*Spoilers*
Not many but some of Christie's murderers are nuts, such as Miss Honoria Waynflete from Murder is Easy. And the problem with crazy is that craziness is difficult to stop.
Take Michael from Endless Night. Although he goes crazy after the murder, he doesn't start out that way. Like most Christie murderers, he is self-protective. He doesn't plan to put himself at risk. The murder at the end is an aberration in an otherwise careful plan.
That is, Christie's murderers usually kill within a mindset and current set of experiences; they want various things out of their real lives that they will protect by not behaving stupidly. The things they want are often the things that make them vulnerable. And because they are vulnerable, they can be stopped.

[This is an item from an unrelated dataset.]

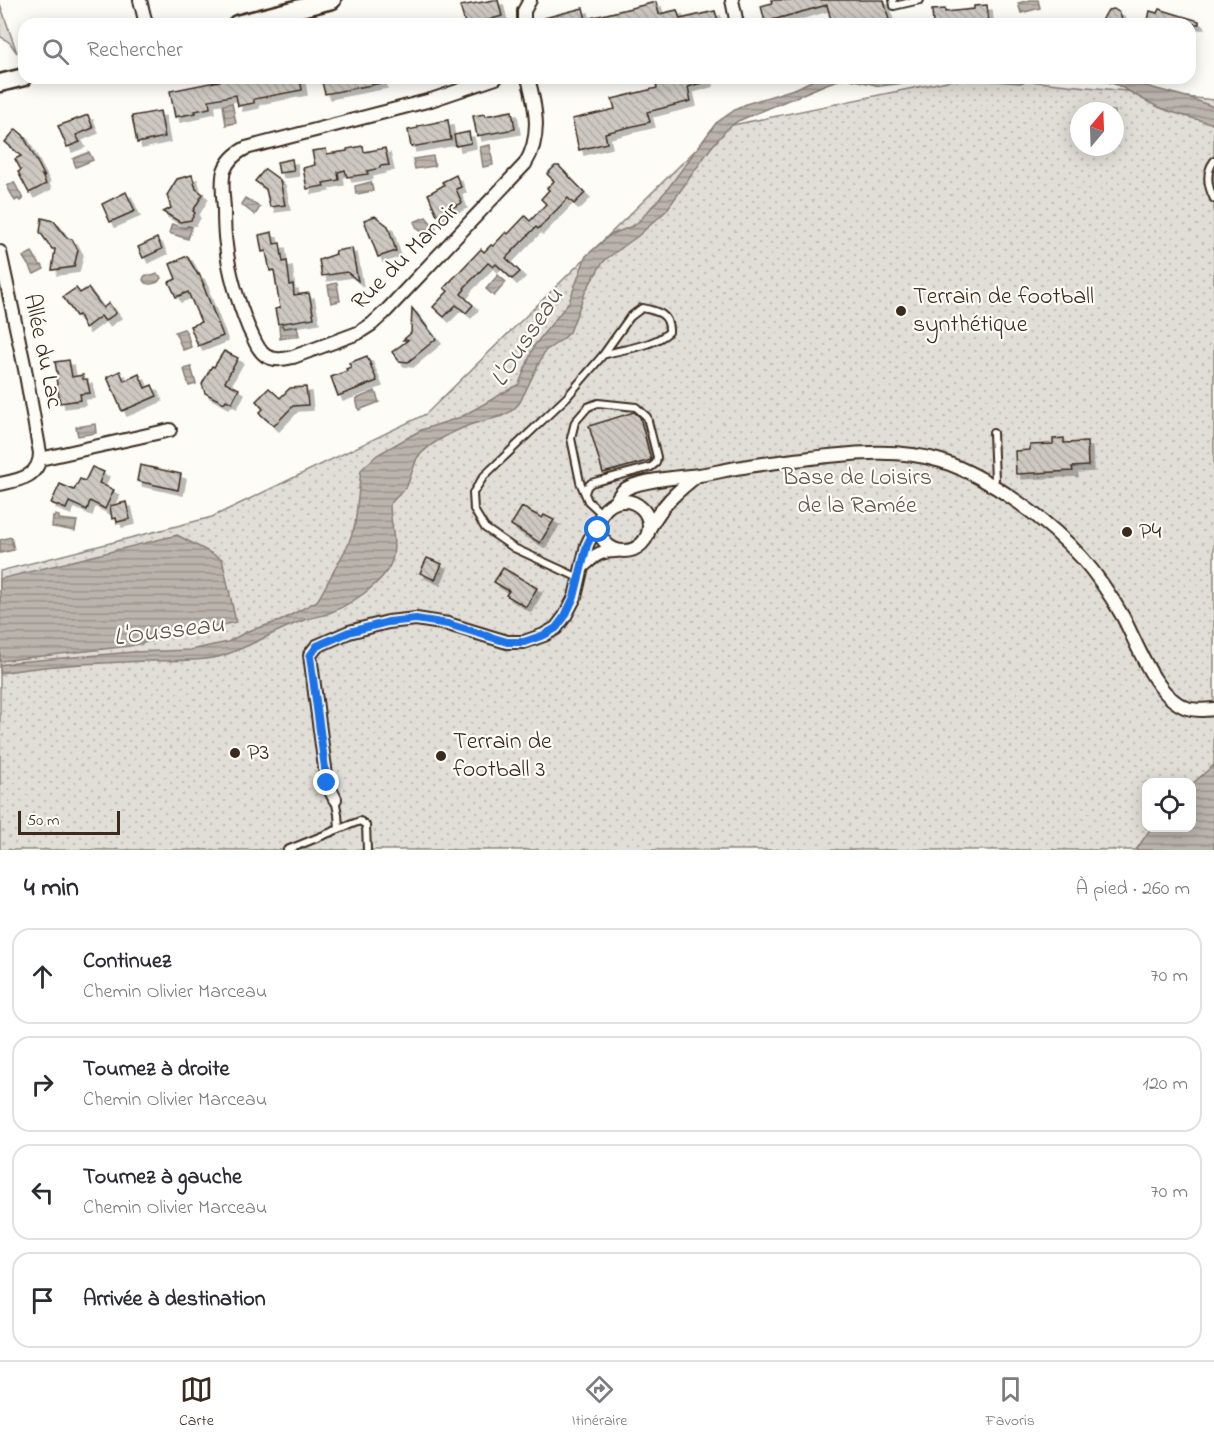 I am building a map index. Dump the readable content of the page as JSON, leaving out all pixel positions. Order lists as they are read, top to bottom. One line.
{"streets":{"street":["Rue du Manoir","Allée du Lac"]},"water":["L'Ousseau"],"parks":["Base de Loisirs de la Ramée"],"places":["Terrain de football synthétique","P4","P3","Terrain de football 3"],"scale_bar":"50 m","north":"top","page":{"search":"Rechercher","scale":"50 m","heading":["4 min","À pied · 260 m"],"list":[["Continuez","Chemin Olivier Marceau","70 m"],["Tournez à droite","Chemin Olivier Marceau","120 m"],["Tournez à gauche","Chemin Olivier Marceau","70 m"],"Arrivée à destination"],"nav":["Carte","Itinéraire","Favoris"]}}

With the truly crazy, their craziness is their protection. While Michael's link to Greta immediately gives away his nefarious plan, Miss Waynflete's link to the dead parrot, by itself, wouldn't convince anyone of anything. Unfortunately, my crime prevention detectives would have to catch her in the act of trying to do someone in.

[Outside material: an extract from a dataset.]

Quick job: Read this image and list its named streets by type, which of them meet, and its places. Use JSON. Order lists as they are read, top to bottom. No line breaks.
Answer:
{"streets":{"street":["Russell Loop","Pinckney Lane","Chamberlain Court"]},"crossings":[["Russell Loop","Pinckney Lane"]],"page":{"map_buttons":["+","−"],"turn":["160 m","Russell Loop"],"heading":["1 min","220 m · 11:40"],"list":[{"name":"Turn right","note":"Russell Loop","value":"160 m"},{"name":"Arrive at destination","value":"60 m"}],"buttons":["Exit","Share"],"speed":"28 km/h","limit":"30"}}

The point here is an important one: my recent personal contact with a suicide brought home to me how much the human spirit, evolutionary or emotionally or culturally or morally, isn't prepared for acts that violate social norms. And social norms do matter! (By themselves, they do an exceptional job keeping society functional.) Consequently, I've always thought it was unfair to blame police and other investigators for not imagining as a reality the unimaginable.
The point here is also the reason that I don't buy the "sane person who murders a dozen people to hide one murder" as occurs in The ABC Murders. I don't think truly non-serial-killing people do that. Something inherent holds us back from that one-on-one level of evil. And, in fact, Christie does a decent job with her serial murderer. He may actually be what he thinks he isn't. (I will come back to The ABC Murders in a later post.)To put the matter more cynically: people justify themselves, and they have to live with their justifications. And some acts simply are too difficult to justify unless one is nuts. Michael in Endless Night goes crazy because he can't leap the gap--not when he was likely falling in love, unintentionally, with the wife he killed.